Philip Hammond has commited to fund £500,000 of investment in a future 5G mobile network and artificial intelligence. Explore more about Britain’s revolution in future cutting-edge technology and innovation with Cashfloat.
- What 5G is
- The potential use of 5G
- What artificial intelligence (AI) is and its uses
- Whether £500m is enough funding – lack of past investment; the time-scale for deployment;
In this article, your lender for loans without a guarantor examines this issue in depth. We explore the importance of both a 5G network and artificial intelligence – their uses and benefits to consumers, businesses and the country as a whole. We also look at how experts reacted to his announcement. Is half a billion pounds enough?
What is 5G?
UK mobile data use has grown dramatically over the past five years. In 2015 alone, it showed a 74% increase. This is mainly due to people’s growing use of apps and streaming services. The worry is whether the existing 4G will be able to take the strain.
5G is the next generation of mobile networks. It’s able to cope with more data, more devices and at new levels of reliability.
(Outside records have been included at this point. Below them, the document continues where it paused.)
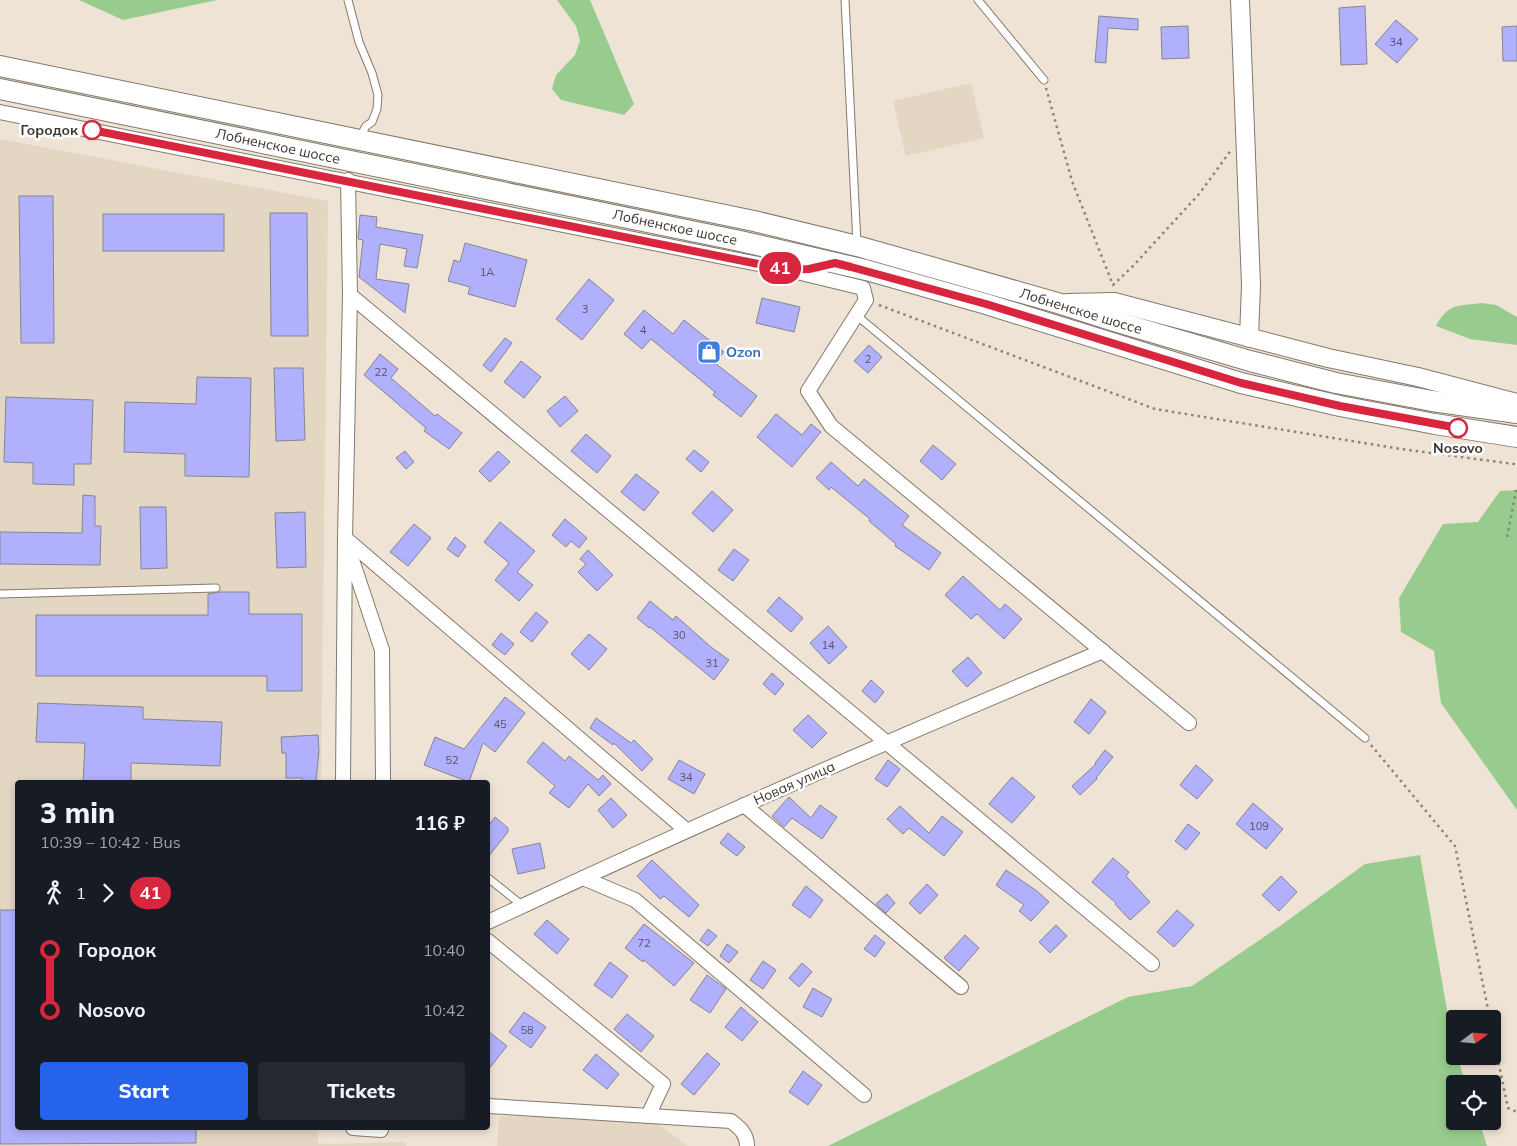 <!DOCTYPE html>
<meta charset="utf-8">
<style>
:root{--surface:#171b24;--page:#242831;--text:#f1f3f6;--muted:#9ea1a6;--accent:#2563eb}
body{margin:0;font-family:Mulish,sans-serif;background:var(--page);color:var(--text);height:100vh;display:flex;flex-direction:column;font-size:19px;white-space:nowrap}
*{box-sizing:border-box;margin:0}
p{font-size:16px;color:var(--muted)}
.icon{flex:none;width:28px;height:28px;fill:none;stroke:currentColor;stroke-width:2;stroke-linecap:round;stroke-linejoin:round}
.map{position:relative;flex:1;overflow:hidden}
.panel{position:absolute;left:15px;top:780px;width:475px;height:350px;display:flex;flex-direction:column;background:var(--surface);border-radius:5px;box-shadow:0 2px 8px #0003}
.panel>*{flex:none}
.badge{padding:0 10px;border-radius:16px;font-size:18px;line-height:32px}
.needle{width:32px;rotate:74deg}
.tools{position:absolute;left:1446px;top:1010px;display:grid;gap:10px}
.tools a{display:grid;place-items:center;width:55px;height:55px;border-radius:5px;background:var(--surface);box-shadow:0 2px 8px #0003;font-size:25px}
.map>.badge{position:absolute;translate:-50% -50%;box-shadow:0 0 0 2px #fff}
.legs{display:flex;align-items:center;gap:8px;height:55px;padding:0 25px;font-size:16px}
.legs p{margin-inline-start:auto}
.summary{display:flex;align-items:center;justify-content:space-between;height:85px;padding:0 25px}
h1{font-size:28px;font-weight:800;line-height:38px}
.action{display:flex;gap:10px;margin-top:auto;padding:10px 25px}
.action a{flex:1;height:58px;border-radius:5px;background:var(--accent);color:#fff;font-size:20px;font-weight:800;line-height:58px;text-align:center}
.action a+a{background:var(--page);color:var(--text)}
ul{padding:0 25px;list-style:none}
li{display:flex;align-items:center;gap:18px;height:60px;font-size:19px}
li i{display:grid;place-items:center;width:8px;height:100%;margin:0 6px;background:currentColor}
li i::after{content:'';width:12px;height:12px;margin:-6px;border:4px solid;border-radius:50%;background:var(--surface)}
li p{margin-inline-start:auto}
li:first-child i{background:linear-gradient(#0000 50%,currentColor 0)}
li:last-child i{background:linear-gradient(currentColor 50%,#0000 0)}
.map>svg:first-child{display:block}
</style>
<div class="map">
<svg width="1517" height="1146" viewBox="0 0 1517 1146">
<rect width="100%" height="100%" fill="#efe3d5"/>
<g fill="#e3d6c3">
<polygon points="971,83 984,138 906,156 893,101"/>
<polygon points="0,139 328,201 321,782 18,782 18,1128 318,1128 318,1144 406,1142 406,1146 0,1146"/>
<polygon points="499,1116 652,1119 688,1146 497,1146"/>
</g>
<g fill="#98cc8e">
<polygon points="79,0 217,0 123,20"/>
<polygon points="557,0 590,0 634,104 624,115 561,100 552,89 556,75 575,55 580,40 576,26"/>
<path d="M1482 303 1496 305 1517 317V345L1470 339 1436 326C1448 303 1458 306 1482 303Z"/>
<polygon points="1517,490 1517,810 1441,703 1434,651 1401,632 1399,598 1443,524 1478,522 1500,491"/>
<polygon points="1420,855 1455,1056 1457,1056 1466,1084 1455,1084 1455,1121 1479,1121 1487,1146 828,1146 1128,997 1192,986 1280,926 1365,864"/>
</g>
<g fill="#b1b0fd" stroke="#858594">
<polygon points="1365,6 1367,64 1341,65 1339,8"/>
<polygon points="1099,16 1138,19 1138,30 1108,28 1106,63 1095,62"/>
<polygon points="1396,20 1418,39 1397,63 1375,44"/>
<polygon points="1188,26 1189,58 1162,59 1161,27"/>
<polygon points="1517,26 1517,61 1503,61 1502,27"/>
<polygon points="19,196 53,196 54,343 21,343"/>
<polygon points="270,213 307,213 308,336 271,336"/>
<rect x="103" y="214" width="121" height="37"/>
<polygon points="360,215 377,217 376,227 423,235 417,268 404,266 407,249 380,244 376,279 409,284 405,313 359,277 363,240 358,239"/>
<polygon points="465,243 527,260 515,307 468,294 470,287 448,281 454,260 460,262"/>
<polygon points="589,279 614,300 582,340 556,319"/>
<polygon points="762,298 800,307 794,332 756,323"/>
<polygon points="644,310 673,334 684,320 724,352 715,363 757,396 741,417 713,395 715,392 651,339 642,349 624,334"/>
<polygon points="505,338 512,343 491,372 483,365"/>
<polygon points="869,345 882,357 868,373 854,361"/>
<polygon points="380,354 398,369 391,378 435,416 437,414 462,433 449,449 424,431 426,428 364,375"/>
<polygon points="521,361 541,377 524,398 504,382"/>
<polygon points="274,368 303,368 305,440 276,441"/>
<polygon points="197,377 251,378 249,477 185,476 185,454 124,452 125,402 196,404"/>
<polygon points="565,396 578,411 560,427 547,411"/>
<polygon points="6,397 93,400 91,464 74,464 74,485 33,484 33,463 4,462"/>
<polygon points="776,414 802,435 811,424 821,432 792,467 757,437"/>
<polygon points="586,434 611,456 597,473 571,451"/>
<polygon points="933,445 956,464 942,480 920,461"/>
<polygon points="694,450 709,462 701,472 686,459"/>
<polygon points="405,451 414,462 406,469 396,458"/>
<polygon points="498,451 510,462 490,482 479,471"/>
<polygon points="831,462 858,486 864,479 909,516 902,525 941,553 929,570 895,546 896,544 869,521 870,519 831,487 829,490 816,478"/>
<polygon points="636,474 659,492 644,511 621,492"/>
<polygon points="712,491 733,510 713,532 692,513"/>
<polygon points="83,495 95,496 95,526 101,526 100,565 0,564 0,532 82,533"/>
<polygon points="140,507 166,507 167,568 141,569"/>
<polygon points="305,512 306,567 277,568 275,513"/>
<polygon points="565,519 587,538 579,548 571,541 566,547 552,535"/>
<polygon points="500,522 535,551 517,572 533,585 519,601 495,580 509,563 484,542"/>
<polygon points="414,524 431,538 408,566 390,552"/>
<polygon points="455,537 466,546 458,557 447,549"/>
<polygon points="734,549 749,560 733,581 718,570"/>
<polygon points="588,550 613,575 597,591 578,572 586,564 580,559"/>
<polygon points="963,576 1000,610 1005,604 1022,619 1004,639 977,614 971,619 945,595"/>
<polygon points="219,592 249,592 249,614 302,614 302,691 267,691 267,676 36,676 36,615 208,615 208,594"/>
<polygon points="779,597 803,618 791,632 767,611"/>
<polygon points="650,601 673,620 676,616 711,647 729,660 714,680 650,627 649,628 637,618"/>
<polygon points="536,612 548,622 532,642 520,632"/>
<polygon points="828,626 847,647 829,664 810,643"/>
<polygon points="501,633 514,644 505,655 492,645"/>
<polygon points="589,634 607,649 589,670 571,654"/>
<polygon points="968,657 982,673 967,687 952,671"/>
<polygon points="772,673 784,684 775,695 763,684"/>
<polygon points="871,680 884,692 875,703 862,691"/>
<polygon points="505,697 525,713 495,752 483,743 469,782 424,765 435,737 464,749"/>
<polygon points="1091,699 1106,712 1089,734 1074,722"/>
<polygon points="38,703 143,707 143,719 222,722 220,766 131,763 131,782 83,782 85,743 36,742"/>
<polygon points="808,715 827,733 812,748 793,730"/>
<polygon points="596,718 631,743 634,740 653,759 642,771 614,743 613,745 590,728"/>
<polygon points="318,735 319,751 316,782 302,782 302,778 286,778 286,753 282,753 281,737"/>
<polygon points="543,742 565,761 569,756 598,780 603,775 611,784 599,796 588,784 569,808 549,793 555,786 527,762"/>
<polygon points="1105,750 1113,757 1096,778 1097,779 1080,795 1072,786 1096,764 1095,763"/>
<polygon points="679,760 705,774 694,794 668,779"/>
<polygon points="888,760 900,769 887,787 875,779"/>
<polygon points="1196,765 1213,780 1197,799 1180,785"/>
<polygon points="1012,777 1035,797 1012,823 989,804"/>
<polygon points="789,797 811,818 820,805 837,817 822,839 792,818 784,827 772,816"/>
<polygon points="611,798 627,815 613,828 598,810"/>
<polygon points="1253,803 1283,829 1266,849 1236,824"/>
<polygon points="900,806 929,833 942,816 963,832 944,856 909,828 903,834 887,819"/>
<polygon points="495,817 508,828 508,832 488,857 488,826"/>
<polygon points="1188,824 1200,833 1186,850 1175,841"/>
<polygon points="728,833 745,847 737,856 720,843"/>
<polygon points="540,843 545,868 518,874 512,849"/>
<polygon points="1113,858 1129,872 1126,876 1150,902 1130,920 1115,904 1116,903 1092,882"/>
<polygon points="652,860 699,905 689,917 664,896 660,899 637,876"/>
<polygon points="1006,870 1037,891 1049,902 1031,921 1019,911 1024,905 996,885"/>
<polygon points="1281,876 1297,892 1279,911 1262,895"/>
<polygon points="927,884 938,895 920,914 909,903"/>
<polygon points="806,886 823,900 810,918 792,905"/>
<polygon points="887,894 895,903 886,913 876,904"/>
<polygon points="0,910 18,910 18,1128 196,1128 196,1143 0,1144"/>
<polygon points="1177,910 1194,925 1174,947 1157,932"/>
<polygon points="547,920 569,939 557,954 534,934"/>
<polygon points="644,924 694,963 674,986 644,960 643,962 625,948"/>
<polygon points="1056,925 1067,936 1050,953 1039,942"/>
<polygon points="708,929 717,936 708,946 700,940"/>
<polygon points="875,935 885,943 875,957 864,949"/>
<polygon points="965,935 979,948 959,971 944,958"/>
<polygon points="727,944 738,952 729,963 720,956"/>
<polygon points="763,961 776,970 763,989 750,980"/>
<polygon points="610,962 628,976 612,998 594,985"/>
<polygon points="802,963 812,972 799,987 789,978"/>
<polygon points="707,975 726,989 710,1013 690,1000"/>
<polygon points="813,988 832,999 822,1017 803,1007"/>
<polygon points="741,1007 758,1022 742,1041 725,1027"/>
<polygon points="524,1012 546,1027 531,1048 509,1032"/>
<polygon points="627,1014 654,1036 641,1052 614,1029"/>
<polygon points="488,1031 507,1046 488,1070"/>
<polygon points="707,1053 720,1064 694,1095 681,1084"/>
<polygon points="596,1054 619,1074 607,1089 583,1070"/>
<polygon points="803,1071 822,1085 808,1105 789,1092"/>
</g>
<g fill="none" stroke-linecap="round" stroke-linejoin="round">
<g stroke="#83796c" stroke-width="9">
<g id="service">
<polyline points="348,0 359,42 372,73 378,95 377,109 372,122 366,126 360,137"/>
<polyline points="845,0 857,244"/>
<polyline points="978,0 1044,80"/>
<polyline points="856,315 1365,738"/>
<polyline points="0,594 216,588"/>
<polyline points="488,878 523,906"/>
</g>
</g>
<g stroke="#83796c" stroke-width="16">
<g id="minor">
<polyline points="0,112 788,270 809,269 830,264"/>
<polyline points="801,273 863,288 866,300 808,391 831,426 1189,723"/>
<polyline points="350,295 1152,964"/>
<polyline points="345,538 686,830"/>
<polyline points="349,551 382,650 383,782"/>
<polyline points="343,782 345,538 350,295 348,180"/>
<polyline points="744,805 961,987"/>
<polyline points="583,878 635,900 864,1095"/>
<path d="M488 922C691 827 896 737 1103 651"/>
<polyline points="488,941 663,1084 648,1116"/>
<path d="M488 1106 731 1121C740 1128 747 1134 747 1146"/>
<polyline points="353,1128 381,1130 381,1128"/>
</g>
</g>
<g stroke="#83796c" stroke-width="20">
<g id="tertiary">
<polyline points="1240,0 1251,285 1249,338"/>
<polyline points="1067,303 1114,302 1328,358 1418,377 1517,403"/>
</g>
</g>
<g stroke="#83796c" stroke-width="22">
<g id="secondary">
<polyline points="0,66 754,221 857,246 1061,304 1114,321 1250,361 1336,383 1432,401 1517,413"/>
<polyline points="0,89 740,241 866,270 986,304 1241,383 1340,406 1435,424 1517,437"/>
</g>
</g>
<g stroke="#8b847a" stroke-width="2.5" stroke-dasharray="2.5 4" stroke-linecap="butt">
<polyline points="1046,88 1072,181 1113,285 1133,266 1200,193 1231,150"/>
<polyline points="879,305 1155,409 1401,449 1514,464 1517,468"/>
<polyline points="1507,537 1517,486"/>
<polyline points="1371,745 1455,846 1490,1019"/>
<polyline points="1492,1031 1508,1108 1517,1112"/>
</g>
<use href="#service" stroke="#fff" stroke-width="7"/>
<use href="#minor" stroke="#fff" stroke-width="14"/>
<use href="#tertiary" stroke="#fff" stroke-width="18"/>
<use href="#secondary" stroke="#fff" stroke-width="20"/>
</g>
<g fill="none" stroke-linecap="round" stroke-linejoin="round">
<g stroke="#fff" stroke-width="11">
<polyline id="line-1" points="92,130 788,270 809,269 835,263 851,267 986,304 1241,383 1340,406 1458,428"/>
</g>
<use href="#line-1" stroke="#d7263d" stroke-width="8"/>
</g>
<defs>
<g id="shop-square" transform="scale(1.25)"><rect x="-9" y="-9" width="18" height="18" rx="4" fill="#3f7fe0" stroke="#fff"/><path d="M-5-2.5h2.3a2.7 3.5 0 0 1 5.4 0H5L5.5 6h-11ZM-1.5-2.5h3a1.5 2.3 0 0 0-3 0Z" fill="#fff"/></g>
</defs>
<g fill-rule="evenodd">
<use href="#shop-square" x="709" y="352"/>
</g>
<g fill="#fff" stroke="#d7263d" stroke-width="2.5">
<circle cx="92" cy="130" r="9"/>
<circle cx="1458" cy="428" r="9"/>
</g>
<g text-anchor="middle" stroke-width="5" stroke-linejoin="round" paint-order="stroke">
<g font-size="11" fill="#575462">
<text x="1396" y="46">34</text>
<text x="487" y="276">1А</text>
<text x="585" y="313">3</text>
<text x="643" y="334">4</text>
<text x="868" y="363">2</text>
<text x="381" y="376">22</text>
<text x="679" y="639">30</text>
<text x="828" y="649">14</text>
<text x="712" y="667">31</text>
<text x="500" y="728">45</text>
<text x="452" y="764">52</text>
<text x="686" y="781">34</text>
<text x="1259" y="830">109</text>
<text x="644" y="947">72</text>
<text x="527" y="1034">58</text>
</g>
<g font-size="14" font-weight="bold" fill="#39352f" stroke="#fff" text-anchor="end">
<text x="78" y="135">Городок</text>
<text x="1458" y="453" text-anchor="middle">Nosovo</text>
</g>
<g font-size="14" fill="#39352f" stroke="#fff">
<text transform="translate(278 146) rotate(12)" y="5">Лобненское шоссе</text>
<text transform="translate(675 227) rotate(12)" y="5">Лобненское шоссе</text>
<text transform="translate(1081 311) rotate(17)" y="5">Лобненское шоссе</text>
<text transform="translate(794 783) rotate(-24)" y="5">Новая улица</text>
</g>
<g font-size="14" font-weight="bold" fill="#366cbe" stroke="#fff" text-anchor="start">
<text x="726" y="357">Ozon</text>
</g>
</g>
</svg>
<div class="tools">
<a><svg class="needle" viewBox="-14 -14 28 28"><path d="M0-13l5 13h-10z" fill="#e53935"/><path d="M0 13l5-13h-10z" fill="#9ea1a6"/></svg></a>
<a><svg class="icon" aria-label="locate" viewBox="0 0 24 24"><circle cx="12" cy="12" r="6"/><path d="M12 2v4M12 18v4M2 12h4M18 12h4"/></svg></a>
</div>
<b class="badge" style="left:780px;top:268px;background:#d7263d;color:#fff">41</b>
<section class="panel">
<div class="summary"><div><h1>3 min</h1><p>10:39 – 10:42 · Bus</p></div><b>116 ₽</b></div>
<div class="legs"><svg class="icon" aria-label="walk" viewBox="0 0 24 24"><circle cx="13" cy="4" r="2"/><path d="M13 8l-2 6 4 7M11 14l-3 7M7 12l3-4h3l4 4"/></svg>1<svg class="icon" aria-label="forward" viewBox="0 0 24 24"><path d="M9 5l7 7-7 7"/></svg><b class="badge" style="background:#d7263d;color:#fff">41</b></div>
<ul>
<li><i style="color:#d7263d"></i><b>Городок</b><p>10:40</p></li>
<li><i style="color:#d7263d"></i><b>Nosovo</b><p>10:42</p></li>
</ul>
<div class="action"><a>Start</a><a>Tickets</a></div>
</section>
</div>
By pooling bandwidth, operators can ensure seamless connectivity and at greater speeds. A 5G mobile network can reach average speeds of 100Mbps although there’s the potential for it to offer even faster speeds depending on the device and the connection.
The Potential Uses of 5G
5G would be able to benefit all sectors of British society. New applications with augmented reality and driverless vehicles will all be impossible without 5G. All the gadgets with web connectivity at the heart of the Internet of all things (IoT) will also need a better mobile network.
It’s been estimated that there’s a new tech start-up funded every hour in the UK. 5G would allow these businesses to invest in innovations and be at the forefront of the new technological revolution.
Regarding the UK economy, O2 mobile research has predicted that 5G will contribute an additional £7 billion to the UK economy every year by 2026.
What is Artificial Intelligence & What are its Uses?
Very simplistically, artificial intelligence (AI) is the development of systems which think and work like humans.
AI is still in its infancy. At the moment, its use has been imagined concerning how it’ll help the industry. By automating mundane and repetitive jobs, it’s predicted that it will increase productivity, produce better-quality products and at a lower cost. As a result, cheaper products will help consumers and lead to an increase in real wages. In turn, this may help individuals to avoid very bad credit loans.
For the economy, it’s forecast that AI will add £232 billion to the UK’s GDP by 2030.
Is £500m Enough in Funding?
Half a billion sounds an impressive sum of money but technological developments are notoriously expensive so is it enough? Let’s look at some of the factors we should take into consideration.
Lack of Past Investment
The Time-Scale for Deployment
With world-class research universities, a broad spectrum of skills and flexible capital market, the UK has all the elements in place to make a valuable contribution to the tech-digital revolution. However, is it living up to its promise?
BT (with 32% of the market share of mobile services) has been criticised by MPs for its past failures to use some of its profits to invest in broadband infrastructure. The UK now ranks in 54th place for LTE connections and the average Briton is only able to access 4G 53% of the time.
By contrast, a report by Tech City UK in March 2017 showed that the funding for tech start-ups in 2016 was worth £36.8 billion – more than any other European country.
For AI developments the situation is less optimistic. The Organisation for Economic Cooperation & Development reported that the UK had long been in decline for scientific research. In its Science, Technology & Industry Scoreboard, the UK had 1.9% of all AI-related patent applications (2010-15). 70% of all such applications were from Japan, Korea, Taiwan and China.
Another problem leading from the lack of past funding is the timescale we’re considering. How soon are we going to see a return on this investment?
BT’s EE is expected to start trials of 5G services in London in 2018. They will then launch first services in 2019 followed by full deployment in 2020.
Because of this delay, some experts have suggested that an easier, quicker and less costly option would be the creation of a shared communications spectrum like the CBRS alliance in the US. This would expand coverage and bridge mobile dead-zones across the whole country.
For AI research and development, the delay will be even longer since the UK lacks trained personnel in this highly-specialised area. Part of the government’s funding will go towards funding 200 PhD students each year. However, it could be years before they enter the workplace.
Conclusion – Mobile Network Technology Break Through
Industry experts welcomed the Chancellor of the Exchequer’s announcement but with reservations. The general view was that this was a good start but that more needed to be done. Mark Evans (CEO of O2) said that greater collaboration between operators, the government and local authorities was necessary to make 5G a reality. Some also voiced concerns that a better mobile network should offer secure communications and that Britons’ privacy should be protected.
AI experts said that any funding was welcome as it put the issue in the public eye. However, they felt it wasn’t enough. Compared to the hundreds of millions being poured into Google’s Deep Mind AI program, the state funding seems negligible.
Seeing as the UK is already behind other countries, more money is needed to close this gap. As the birthplace of the first Industrial Revolution, being left behind in this latest revolution is unthinkable.